Après les atrocités de la Seconde Guerre mondiale et l’abîme ouvert par les armes nucléaires, Günther Anders bascule donc dans un questionnement plus « existentiel » (si l’on ose dire) ; allant jusqu’à renier ses travaux sur la musique bien que ce domaine l’attire toujours comme l’attestent les articles qu’il écrira plus tard.
Ce sont des textes « sociologiques » plus factuels, comparés au manuscrit de sa thèse rejetée qui nous plonge dans les arcanes de la philosophie (Schopenhauer, Nietzsche, Hegel, Kant, Fichte, Cassirer, Schelling…) et de la musique classique (de Berlioz et du « barbare de Bayreuth » aka Wagner à Debussy…).
Mais reprenons le fil de sa pensée première en nous interrogeant sur ce que peut être la musique, comme objet et champ de réflexion, pour un phénomélogue. Appréhendée au plus près de sa manifestation, comme phénomène et comme expérience pour la conscience, la musique se distingue avant tout par le rapport au temps spécifique qu’elle introduit pour l’individu qui écoute. La musique crée une bulle, une enclave dans le continuum de la vie humaine. Ses formes, ses mouvements sont anhistoriques. En d’autres termes, le temps musical n’est pas un temps historique.
De même, la musique a beau déclencher un mouvement dans l’espace : danse, marche, etc., posséder son espace propre, ayant une voluminosité, une épaisseur, une ténuité, une hauteur et une profondeur, être capable d’absorber notre espace réel, de l’abolir ou de le remplir — elle n’a pourtant rien à voir avec l’espace comme système de coexistence juxtaposée. Certes elle s’inscrit indéniablement « dans » l’espace […], mais elle est à la fois nulle part et partout où on l’entend […] et ne trouve jamais son unité dans une limitation spatiale.
Cette autonomie particulière de la musique qui crée sa propre temporalité et spatialité amène Günther Anders à penser avant l’heure l’écoute nomade. Bien que les techniques et moyens de diffusion de l’époque n’offrent pas encore une nomadisation comme on la connaît actuellement. C’est la radio qui lui permet de penser ce nouveau rapport au son qui conjugue déambulation et immersion.
Seule la radio abolit radicalement la neutralité spatiale qui convient à la musique. On sort de chez soi, en ayant encore dans l’oreille la musique du haut-parleur, on est en elle — elle n’est nulle part. On fait dix pas, et la même musique s’élève de chez le voisin.
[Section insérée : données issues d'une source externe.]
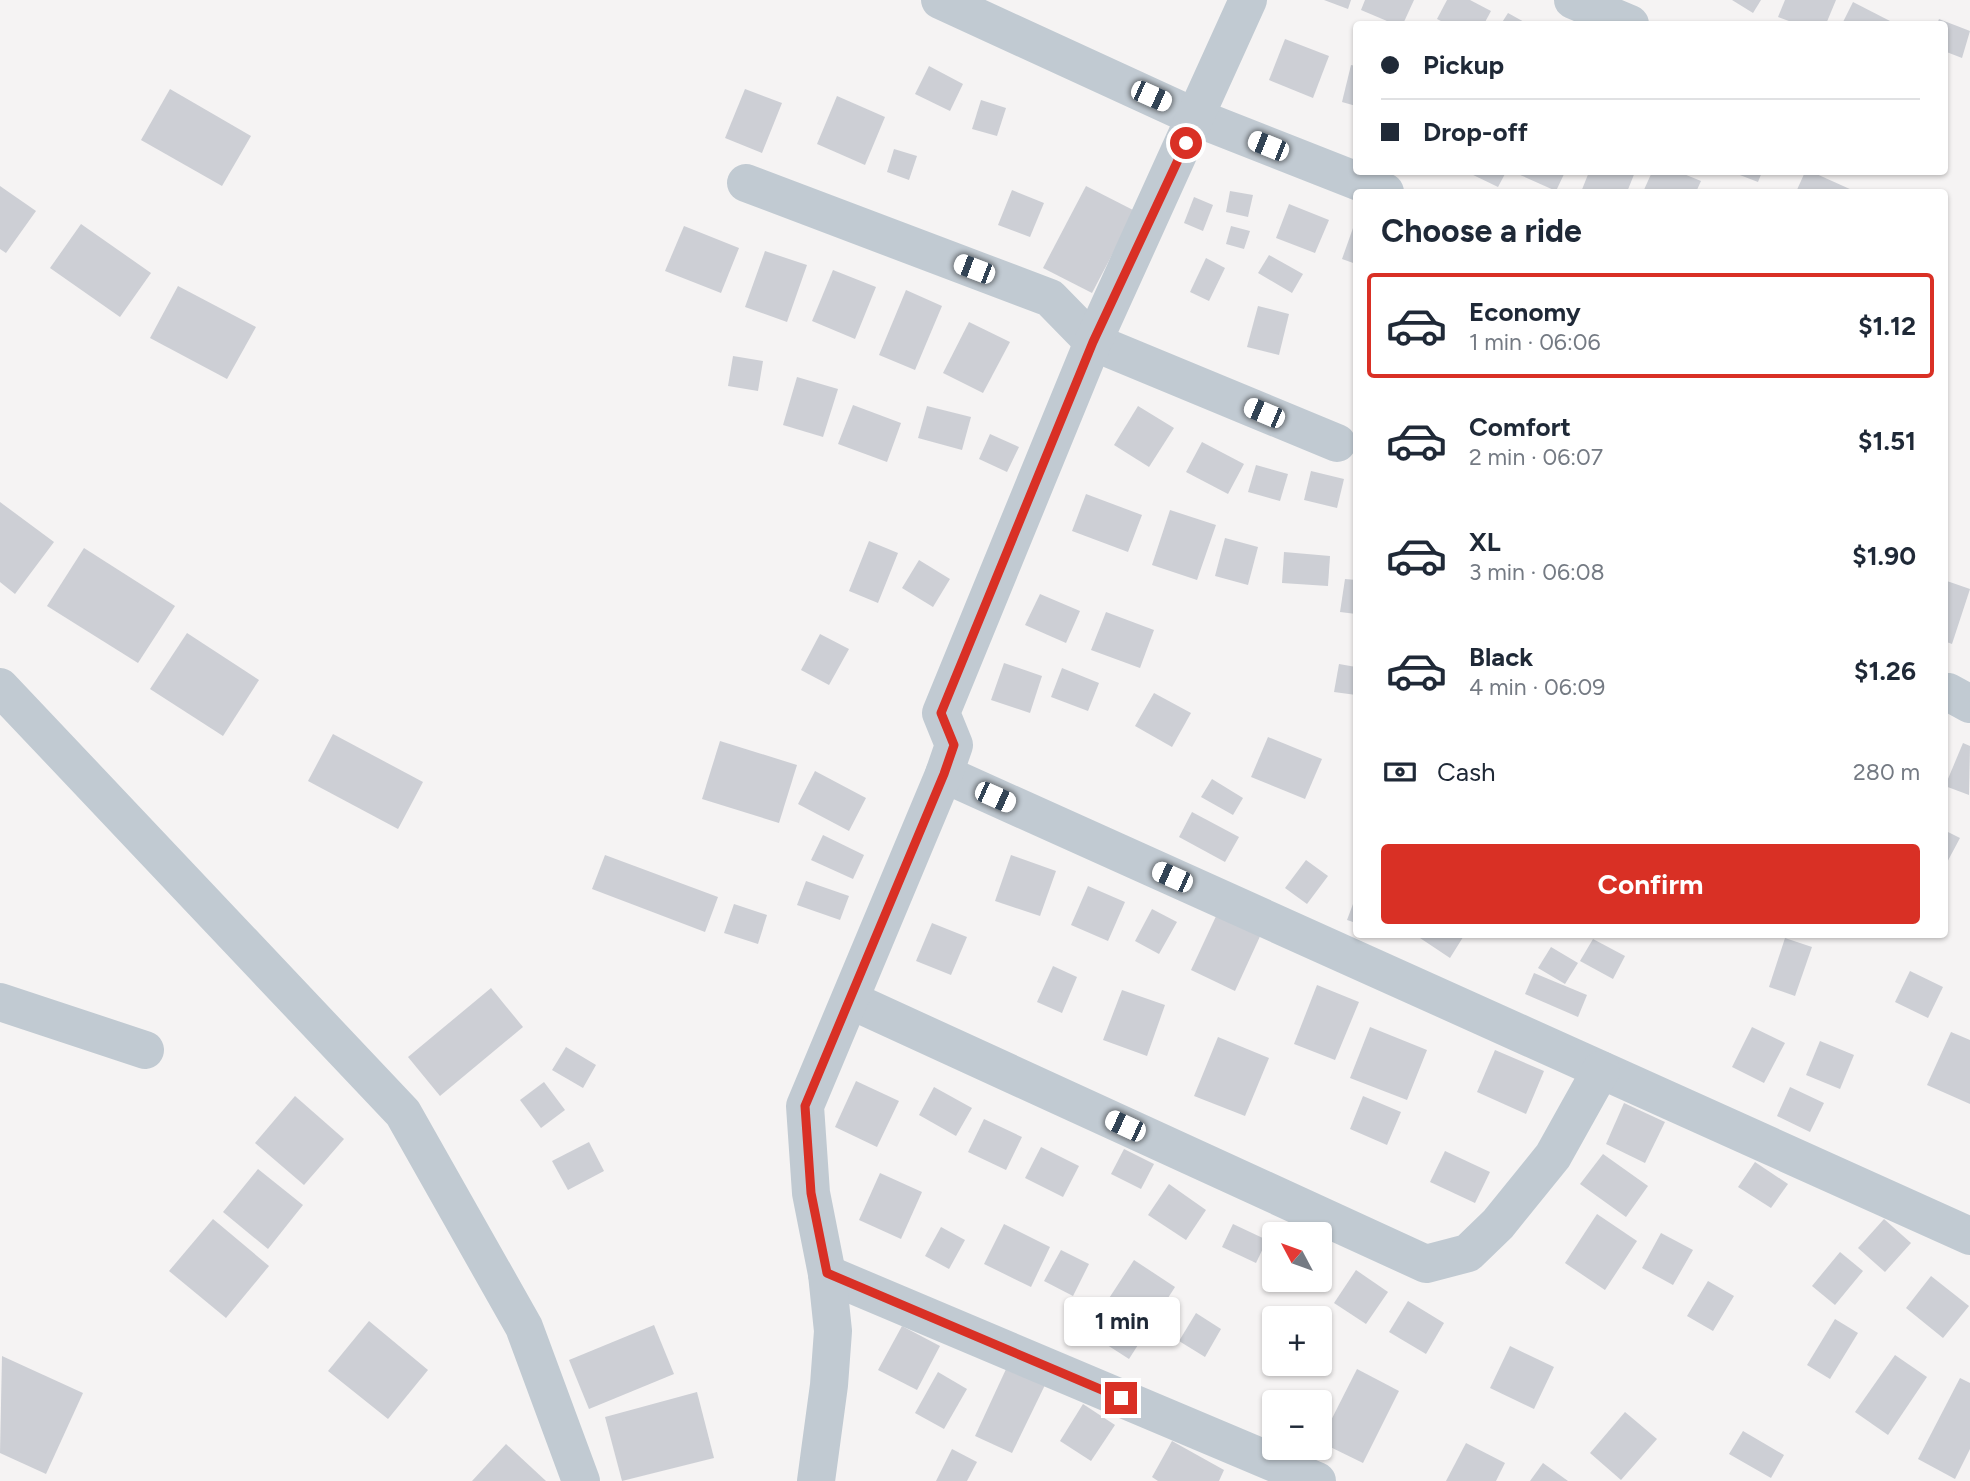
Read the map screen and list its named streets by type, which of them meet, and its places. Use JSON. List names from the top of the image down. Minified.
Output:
{"north":"top left","page":{"banner":["Pickup","Drop-off"],"heading":"Choose a ride","list":[{"name":"Economy","note":"1 min · 06:06","value":"$1.12"},{"name":"Comfort","note":"2 min · 06:07","value":"$1.51"},{"name":"XL","note":"3 min · 06:08","value":"$1.90"},{"name":"Black","note":"4 min · 06:09","value":"$1.26"}],"pay":["Cash","280 m"],"buttons":"Confirm","map_buttons":["+","−"],"bubble":"1 min"}}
Or, comme ici aussi il y a de la musique, cette dernière est ici et là, plantée dans l’espace comme le seraient deux piquets.
Autre « anticipation » qui découle directement du rapport spatio-temporel induit par la musique, les systèmes d’écoute en stéréo et la spatialisation du son. Günther Anders s’intéresse au « stéréoscope acoustique » qui correspond au dispositif de visualisation dédoublé d’images qui donne une impression de profondeur, de réel, de 3D là aussi avant l’heure. Mais il ne conçoit ce volume, cette épaisseur, cette dimension immersive, qui peut aussi s’obtenir par une diffusion simultanée sur deux radios, plus pour des oeuvres musicales du XIXe siècle, lourdement orchestrées, que pour les fugues de Bach…
Selon la formule de Günther Anders, la musique est une situation insulaire. Mais c’est aussi, en jouant sur les mots, un archipel qu’il n’est pas toujours facile d’explorer, dès lors que nous sommes reclus sur notre île… Le texte le plus parlant à cet égard est celui où Günther Anders soumet littéralement à la question un « musicien exotique » (c’est sa propre expression qui reflète bien son époque…) ; en l’occurrence un musicien indien du nom de Dilip Kumar Roy.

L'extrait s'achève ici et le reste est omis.